WORK INSTRUCTIONS:
Transcribe the data underneath exactly, keeping every word in place.

Records drawn from a dataset:

★ ★ ★ ★ ★ ★ ★

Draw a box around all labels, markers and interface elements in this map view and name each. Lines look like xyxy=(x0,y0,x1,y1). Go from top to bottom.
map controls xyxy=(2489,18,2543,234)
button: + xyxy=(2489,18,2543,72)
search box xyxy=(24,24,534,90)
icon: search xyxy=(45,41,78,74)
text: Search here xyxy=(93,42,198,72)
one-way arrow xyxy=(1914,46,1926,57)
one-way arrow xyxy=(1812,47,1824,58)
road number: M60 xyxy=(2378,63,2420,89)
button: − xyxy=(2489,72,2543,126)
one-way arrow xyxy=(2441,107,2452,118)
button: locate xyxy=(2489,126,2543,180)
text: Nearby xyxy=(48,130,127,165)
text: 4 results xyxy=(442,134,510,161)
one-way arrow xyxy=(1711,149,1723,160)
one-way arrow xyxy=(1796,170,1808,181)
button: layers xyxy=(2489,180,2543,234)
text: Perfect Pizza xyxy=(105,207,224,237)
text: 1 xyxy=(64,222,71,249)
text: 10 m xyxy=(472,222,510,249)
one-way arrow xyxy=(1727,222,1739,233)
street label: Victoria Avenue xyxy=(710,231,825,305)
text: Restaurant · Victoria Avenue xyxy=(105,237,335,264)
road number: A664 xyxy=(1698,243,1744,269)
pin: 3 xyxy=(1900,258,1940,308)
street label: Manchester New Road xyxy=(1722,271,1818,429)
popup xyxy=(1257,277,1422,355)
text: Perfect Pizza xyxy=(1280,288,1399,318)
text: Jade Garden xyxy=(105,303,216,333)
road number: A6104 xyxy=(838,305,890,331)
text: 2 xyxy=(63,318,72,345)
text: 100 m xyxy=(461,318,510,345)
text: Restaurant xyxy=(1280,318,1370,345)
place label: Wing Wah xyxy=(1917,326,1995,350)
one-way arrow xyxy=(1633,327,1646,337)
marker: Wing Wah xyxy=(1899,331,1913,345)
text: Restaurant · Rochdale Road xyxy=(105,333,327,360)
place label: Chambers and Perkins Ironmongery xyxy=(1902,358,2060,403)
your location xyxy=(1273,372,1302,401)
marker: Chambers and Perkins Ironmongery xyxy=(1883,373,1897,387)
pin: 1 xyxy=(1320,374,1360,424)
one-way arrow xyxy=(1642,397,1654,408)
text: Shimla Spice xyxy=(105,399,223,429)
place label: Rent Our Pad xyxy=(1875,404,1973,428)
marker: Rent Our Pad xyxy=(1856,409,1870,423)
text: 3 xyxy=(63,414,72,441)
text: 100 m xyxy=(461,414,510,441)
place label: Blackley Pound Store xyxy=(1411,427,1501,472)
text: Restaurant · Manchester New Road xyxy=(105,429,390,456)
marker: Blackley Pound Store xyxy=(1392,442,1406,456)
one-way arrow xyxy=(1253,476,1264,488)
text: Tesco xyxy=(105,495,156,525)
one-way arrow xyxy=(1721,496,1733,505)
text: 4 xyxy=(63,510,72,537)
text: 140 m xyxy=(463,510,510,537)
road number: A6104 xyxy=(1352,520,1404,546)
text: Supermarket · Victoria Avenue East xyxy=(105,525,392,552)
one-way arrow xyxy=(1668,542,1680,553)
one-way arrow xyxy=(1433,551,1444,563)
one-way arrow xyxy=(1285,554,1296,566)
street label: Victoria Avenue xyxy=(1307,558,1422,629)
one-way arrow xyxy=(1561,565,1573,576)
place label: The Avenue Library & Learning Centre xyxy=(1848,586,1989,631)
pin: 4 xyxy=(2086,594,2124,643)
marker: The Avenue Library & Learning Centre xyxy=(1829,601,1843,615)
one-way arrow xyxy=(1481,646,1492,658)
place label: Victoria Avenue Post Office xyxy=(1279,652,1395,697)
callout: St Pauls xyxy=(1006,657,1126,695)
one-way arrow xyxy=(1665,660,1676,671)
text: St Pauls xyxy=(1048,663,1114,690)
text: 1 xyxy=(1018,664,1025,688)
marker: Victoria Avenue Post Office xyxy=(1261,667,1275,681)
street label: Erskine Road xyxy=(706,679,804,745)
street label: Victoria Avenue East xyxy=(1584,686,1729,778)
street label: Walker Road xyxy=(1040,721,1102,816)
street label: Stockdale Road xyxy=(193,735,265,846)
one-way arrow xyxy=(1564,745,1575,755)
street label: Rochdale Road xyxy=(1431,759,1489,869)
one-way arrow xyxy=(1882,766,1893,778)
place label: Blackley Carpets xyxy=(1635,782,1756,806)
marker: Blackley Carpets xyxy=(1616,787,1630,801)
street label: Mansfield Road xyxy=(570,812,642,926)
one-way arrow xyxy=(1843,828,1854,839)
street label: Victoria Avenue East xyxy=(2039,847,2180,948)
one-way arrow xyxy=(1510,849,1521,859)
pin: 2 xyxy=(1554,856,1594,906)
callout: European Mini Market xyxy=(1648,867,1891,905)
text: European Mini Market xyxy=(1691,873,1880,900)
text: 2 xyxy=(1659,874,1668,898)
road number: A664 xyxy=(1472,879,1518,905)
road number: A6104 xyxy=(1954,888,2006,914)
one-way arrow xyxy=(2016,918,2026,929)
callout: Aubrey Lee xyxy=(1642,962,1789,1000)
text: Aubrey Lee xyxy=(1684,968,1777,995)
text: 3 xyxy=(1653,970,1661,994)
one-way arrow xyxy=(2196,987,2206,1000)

★ ★ ★ ★ ★ ★ ★

REPLY TO THE TASK:
Draw a box around all labels, markers and interface elements in this map view and name each. Lines look like xyxy=(x0,y0,x1,y1). Go from top to bottom.
map controls xyxy=(2489,18,2543,234)
button: + xyxy=(2489,18,2543,72)
search box xyxy=(24,24,534,90)
icon: search xyxy=(45,41,78,74)
text: Search here xyxy=(93,42,198,72)
one-way arrow xyxy=(1914,46,1926,57)
one-way arrow xyxy=(1812,47,1824,58)
road number: M60 xyxy=(2378,63,2420,89)
button: − xyxy=(2489,72,2543,126)
one-way arrow xyxy=(2441,107,2452,118)
button: locate xyxy=(2489,126,2543,180)
text: Nearby xyxy=(48,130,127,165)
text: 4 results xyxy=(442,134,510,161)
one-way arrow xyxy=(1711,149,1723,160)
one-way arrow xyxy=(1796,170,1808,181)
button: layers xyxy=(2489,180,2543,234)
text: Perfect Pizza xyxy=(105,207,224,237)
text: 1 xyxy=(64,222,71,249)
text: 10 m xyxy=(472,222,510,249)
one-way arrow xyxy=(1727,222,1739,233)
street label: Victoria Avenue xyxy=(710,231,825,305)
text: Restaurant · Victoria Avenue xyxy=(105,237,335,264)
road number: A664 xyxy=(1698,243,1744,269)
pin: 3 xyxy=(1900,258,1940,308)
street label: Manchester New Road xyxy=(1722,271,1818,429)
popup xyxy=(1257,277,1422,355)
text: Perfect Pizza xyxy=(1280,288,1399,318)
text: Jade Garden xyxy=(105,303,216,333)
road number: A6104 xyxy=(838,305,890,331)
text: 2 xyxy=(63,318,72,345)
text: 100 m xyxy=(461,318,510,345)
text: Restaurant xyxy=(1280,318,1370,345)
place label: Wing Wah xyxy=(1917,326,1995,350)
one-way arrow xyxy=(1633,327,1646,337)
marker: Wing Wah xyxy=(1899,331,1913,345)
text: Restaurant · Rochdale Road xyxy=(105,333,327,360)
place label: Chambers and Perkins Ironmongery xyxy=(1902,358,2060,403)
your location xyxy=(1273,372,1302,401)
marker: Chambers and Perkins Ironmongery xyxy=(1883,373,1897,387)
pin: 1 xyxy=(1320,374,1360,424)
one-way arrow xyxy=(1642,397,1654,408)
text: Shimla Spice xyxy=(105,399,223,429)
place label: Rent Our Pad xyxy=(1875,404,1973,428)
marker: Rent Our Pad xyxy=(1856,409,1870,423)
text: 3 xyxy=(63,414,72,441)
text: 100 m xyxy=(461,414,510,441)
place label: Blackley Pound Store xyxy=(1411,427,1501,472)
text: Restaurant · Manchester New Road xyxy=(105,429,390,456)
marker: Blackley Pound Store xyxy=(1392,442,1406,456)
one-way arrow xyxy=(1253,476,1264,488)
text: Tesco xyxy=(105,495,156,525)
one-way arrow xyxy=(1721,496,1733,505)
text: 4 xyxy=(63,510,72,537)
text: 140 m xyxy=(463,510,510,537)
road number: A6104 xyxy=(1352,520,1404,546)
text: Supermarket · Victoria Avenue East xyxy=(105,525,392,552)
one-way arrow xyxy=(1668,542,1680,553)
one-way arrow xyxy=(1433,551,1444,563)
one-way arrow xyxy=(1285,554,1296,566)
street label: Victoria Avenue xyxy=(1307,558,1422,629)
one-way arrow xyxy=(1561,565,1573,576)
place label: The Avenue Library & Learning Centre xyxy=(1848,586,1989,631)
pin: 4 xyxy=(2086,594,2124,643)
marker: The Avenue Library & Learning Centre xyxy=(1829,601,1843,615)
one-way arrow xyxy=(1481,646,1492,658)
place label: Victoria Avenue Post Office xyxy=(1279,652,1395,697)
callout: St Pauls xyxy=(1006,657,1126,695)
one-way arrow xyxy=(1665,660,1676,671)
text: St Pauls xyxy=(1048,663,1114,690)
text: 1 xyxy=(1018,664,1025,688)
marker: Victoria Avenue Post Office xyxy=(1261,667,1275,681)
street label: Erskine Road xyxy=(706,679,804,745)
street label: Victoria Avenue East xyxy=(1584,686,1729,778)
street label: Walker Road xyxy=(1040,721,1102,816)
street label: Stockdale Road xyxy=(193,735,265,846)
one-way arrow xyxy=(1564,745,1575,755)
street label: Rochdale Road xyxy=(1431,759,1489,869)
one-way arrow xyxy=(1882,766,1893,778)
place label: Blackley Carpets xyxy=(1635,782,1756,806)
marker: Blackley Carpets xyxy=(1616,787,1630,801)
street label: Mansfield Road xyxy=(570,812,642,926)
one-way arrow xyxy=(1843,828,1854,839)
street label: Victoria Avenue East xyxy=(2039,847,2180,948)
one-way arrow xyxy=(1510,849,1521,859)
pin: 2 xyxy=(1554,856,1594,906)
callout: European Mini Market xyxy=(1648,867,1891,905)
text: European Mini Market xyxy=(1691,873,1880,900)
text: 2 xyxy=(1659,874,1668,898)
road number: A664 xyxy=(1472,879,1518,905)
road number: A6104 xyxy=(1954,888,2006,914)
one-way arrow xyxy=(2016,918,2026,929)
callout: Aubrey Lee xyxy=(1642,962,1789,1000)
text: Aubrey Lee xyxy=(1684,968,1777,995)
text: 3 xyxy=(1653,970,1661,994)
one-way arrow xyxy=(2196,987,2206,1000)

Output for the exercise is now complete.